Patricio Ginelsa with wife Melanie and son Logan (Photo by Edward Sebastian Jr.)

Lumpia with a Vengeance is the sequel to Lumpia, which Ginelsa and neighborhood friends completed in 2003 on a shoestring budget before they separated for college. The second installment (heretofore, Lumpia 2) reunites Ginelsa with the first movie’s castmates from Daly City High, where some scenes were filmed.

Production had stalled until the gruff Latino actor Danny Trejo came on board in the role of Reyes, the arch enemy and purveyor of weaponized taquitos (little tacos).  Once again, Trejo proves that an actor can be ubiquitous and not invasive. Former UFC fighter Mark Muñoz plays the Silent Avenger. He has the serious air that augments the game with the high stakes he encountered in the ring. April Absynth (Blindspotting on Starz) is a revelation as Rachel, the spitfire of a daughter of Mon Mon (original Lumpia cast member Francis Custodio). If skill requires experience, this new face demonstrates the preeminence of talent on the big screen.

Mark Muñoz (Photo courtesy of Kid Heroes Productions)

Danny Trejo (Photo courtesy of Kid Heroes Productions)

Movie Preceded the Comic Books

It was inevitable that the movie would spawn a comic book. Characters are introduced through intercuts reminiscent of comic book art.  The Lumpia comic book is published by Ginelsa’s company KidHeroes.

“The comic book and Lumpia 2 were done with a comic book aesthetic,” observes Ginelsa.  “The story starts with the opening of a comic book.  You are about to enter what fans have coined the Deep-Fried Universe.”

While the movie impressed judges at film festivals and won an Audience Award for Best Narrative at the 40th Hawai’i International Film Festival, it found its niche at comic book festivals.

“At San Diego Comic-Con in 2021, we had to turn away five hundred fans from the sold-out screening. The success made me realize there’s a real audience for it.” And who was this real audience? Ginelsa answers, “Nerds. They’re open-minded and they appreciate pop culture.” If Filipino culture is pop culture, he meant the term as a compliment.

Going Native

Fans are treated to a story that’s unapologetically Filipino with insider references, unburdened by an obligation to let outsiders in on family secrets.
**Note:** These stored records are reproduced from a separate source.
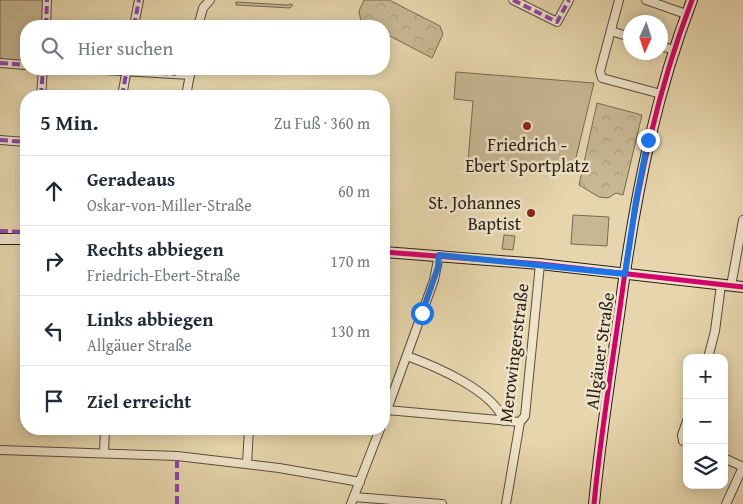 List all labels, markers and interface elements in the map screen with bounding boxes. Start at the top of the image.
north arrow [623,15,668,60]
search box [20,20,390,75]
icon: search [38,34,66,62]
text: Hier suchen [78,34,173,62]
text: 5 Min. [40,107,98,138]
text: Zu Fuß · 360 m [274,111,370,135]
marker: Friedrich - Ebert Sportplatz [521,120,533,132]
route end [637,129,660,152]
place label: Friedrich - Ebert Sportplatz [465,131,589,179]
text: Geradeaus [87,165,175,193]
icon: ahead [40,177,68,205]
text: 60 m [338,179,370,203]
place label: St. Johannes Baptist [428,189,522,237]
text: Oskar-von-Miller-Straße [87,193,252,217]
marker: St. Johannes Baptist [525,207,537,219]
text: Rechts abbiegen [87,235,224,263]
icon: right [40,247,68,275]
text: 170 m [330,249,370,273]
text: Friedrich-Ebert-Straße [87,263,240,287]
street label: Merowingerstraße [492,282,535,424]
street label: Allgäuer Straße [578,291,621,411]
route start [411,302,434,325]
text: Links abbiegen [87,305,213,333]
icon: left [40,317,68,345]
text: 130 m [330,319,370,343]
text: Allgäuer Straße [87,333,192,357]
map controls [683,354,728,489]
button: + [683,354,728,399]
icon: arrive [40,387,68,415]
text: Ziel erreicht [87,387,191,415]
button: − [683,399,728,444]
button: layers [683,444,728,489]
For instance, Rachel is short for Rosschalyn, a mashup of the names Ross and Rachel from her parents’ favorite show.  Filipinos take pride in combo names, and they adore Santo Niño, the princely dolls of Jesus depicted as a toddler encased in glass.  
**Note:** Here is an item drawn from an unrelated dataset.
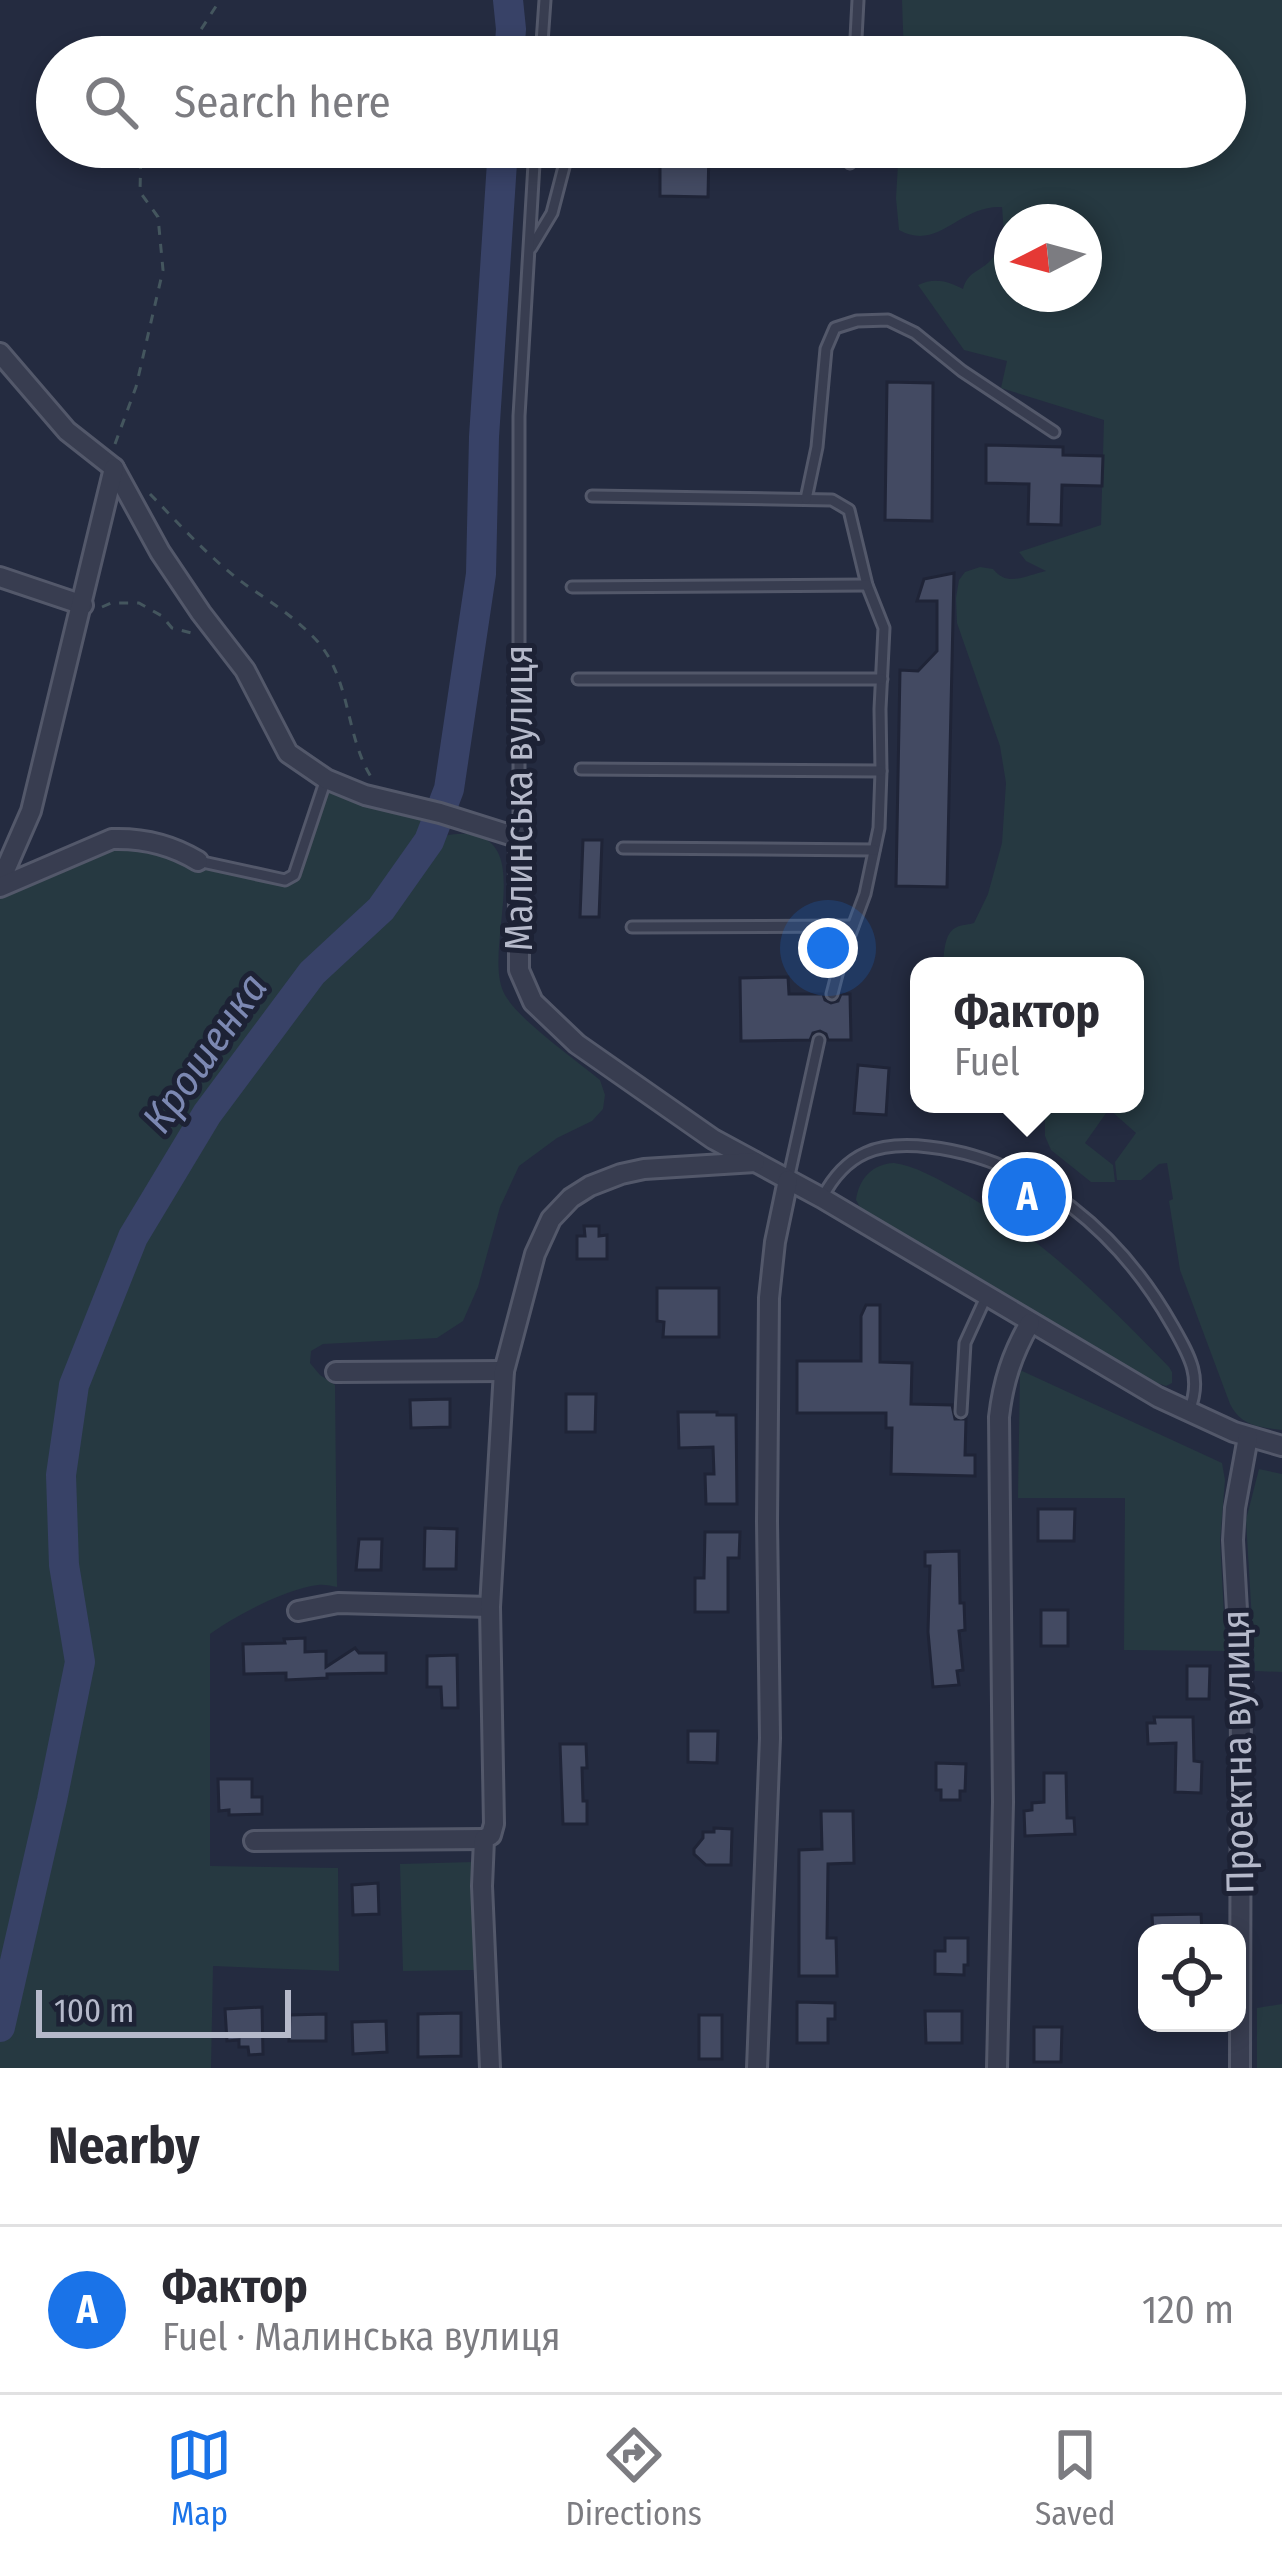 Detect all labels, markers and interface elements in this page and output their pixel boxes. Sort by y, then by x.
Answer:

Francis Custodio (left, Mon-Mon) and April Absynth (Rachel) confront the villain Jemini (Photo courtesy of Kid Heroes Productions)

“We had a sense that many audience members would be Filipino and that anyone else will have to bring themselves up to speed,” says Ginelsa.

Ginelsa recalls an incident when a white male at a screening burst out laughing as a Filipino character faces the familiar choice of Asian or Pacific Islander when filling out a form. He checks Caucasian because of the “asian” in Caucasian.  “The guy was embarrassed for laughing. He worried that he had done something improper, so he asked me if it was OK to laugh at the joke.”

The right to make the movie his way was earned by Ginelsa, whose reputation as a director before shooting began in 2017 came from music videos for the Black Eyed Peas and various Filipino artists along with production jobs at Sony and Paramount Studios.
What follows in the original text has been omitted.